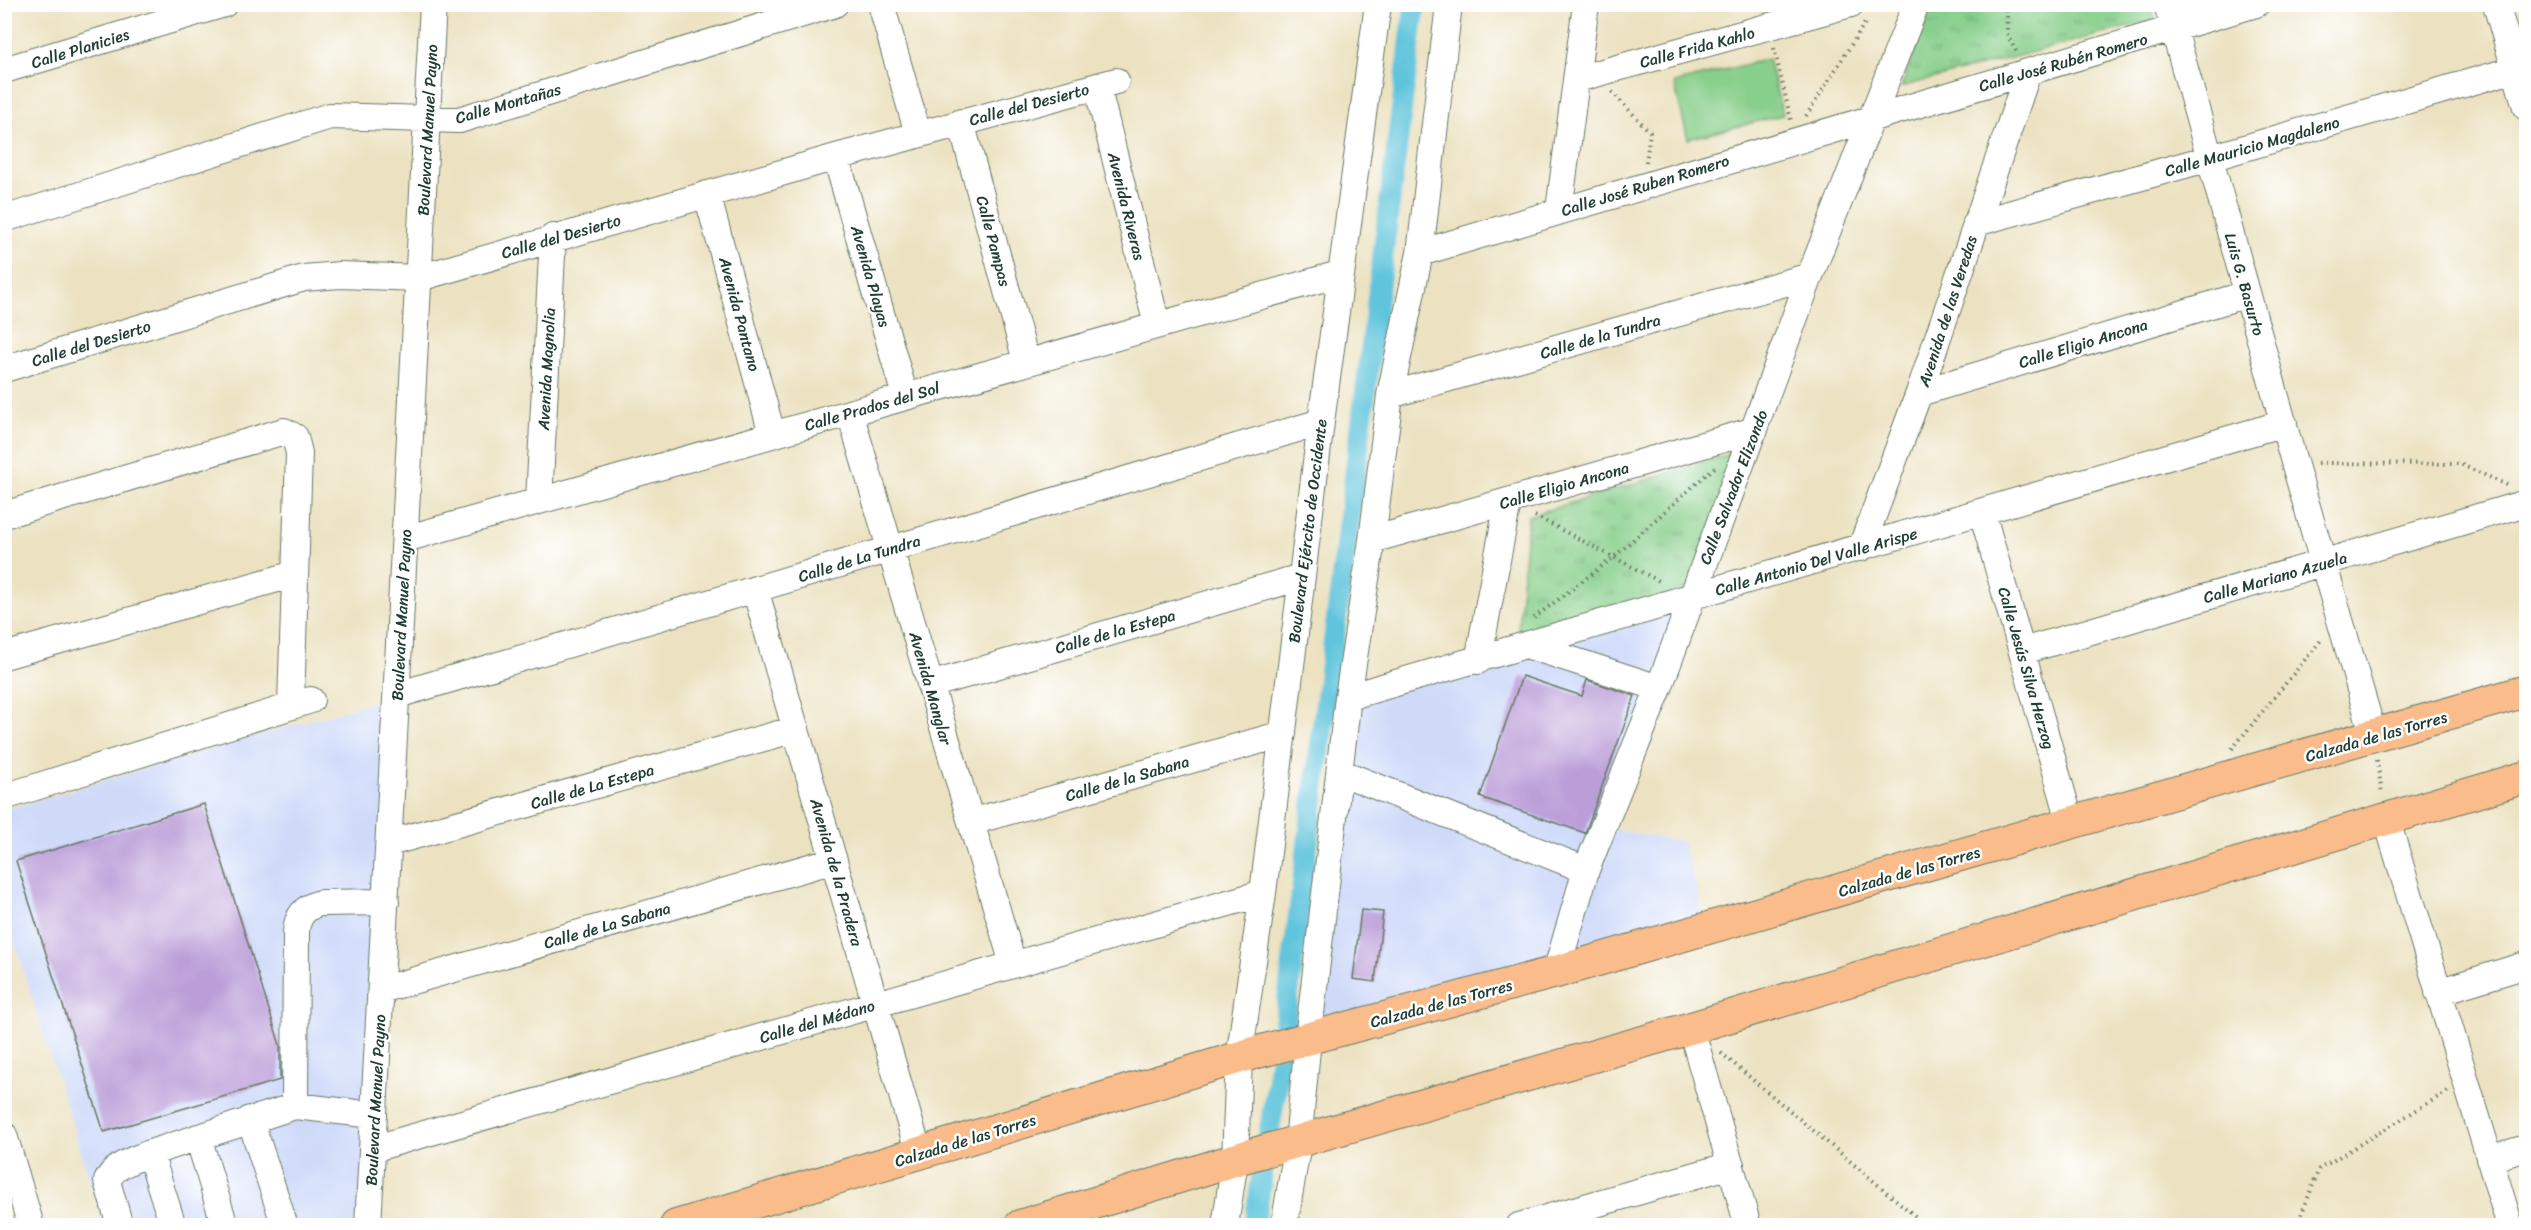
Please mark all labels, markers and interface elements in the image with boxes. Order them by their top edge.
street label: Calle Frida Kahlo [1636,18,1758,77]
street label: Calle Planicies [28,20,133,77]
street label: Calle José Rubén Romero [1975,25,2151,100]
street label: Boulevard Manuel Payno [409,44,446,216]
street label: Calle Montañas [452,74,565,132]
street label: Calle del Desierto [966,75,1092,134]
street label: Calle Mauricio Magdaleno [2161,108,2343,185]
street label: Calle José Ruben Romero [1557,146,1733,225]
street label: Avenida Riveras [1099,148,1154,264]
street label: Calle Pampas [967,192,1020,290]
street label: Calle del Desierto [498,206,624,267]
street label: Avenida Playas [842,221,899,331]
street label: Luis G. Basurto [2216,229,2273,339]
street label: Avenida de las Veredas [1909,231,1986,392]
street label: Avenida Pantano [710,253,769,375]
street label: Calle de la Tundra [1536,305,1664,368]
street label: Avenida Magnolia [529,307,564,432]
street label: Calle Eligio Ancona [2015,310,2151,377]
street label: Calle del Desierto [28,312,154,375]
street label: Calle Prados del Sol [801,373,944,440]
street label: Calle Salvador Elizondo [1691,406,1776,569]
street label: Boulevard Ejército de Occidente [1279,417,1336,645]
street label: Calle Eligio Ancona [1496,453,1632,518]
street label: Calle Antonio Del Valle Arispe [1711,519,1921,604]
street label: Calle de La Tundra [794,526,924,591]
street label: Boulevard Manuel Payno [383,529,420,701]
street label: Calle Mariano Azuela [2200,543,2350,612]
street label: Calle Jesús Silva Herzog [1989,583,2064,753]
street label: Calle de la Estepa [1052,600,1179,663]
street label: Avenida Manglar [900,627,961,750]
street label: Calzada de las Torres [2302,702,2451,771]
street label: Calle de la Sabana [1062,747,1193,810]
street label: Calle de La Estepa [527,755,657,818]
street label: Avenida de la Pradera [801,794,872,951]
street label: Calzada de las Torres [1835,837,1984,906]
street label: Calle de La Sabana [540,893,674,957]
street label: Calzada de las Torres [1367,970,1516,1036]
street label: Calle del Médano [756,991,878,1052]
street label: Boulevard Manuel Payno [357,1014,394,1186]
street label: Calzada de las Torres [891,1105,1040,1176]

— WHAT YOU SHOULD DO —
Exactly how many lines of the material contain the word "Ancona"? Write the number alone.

— YOUR RESPONSE —
2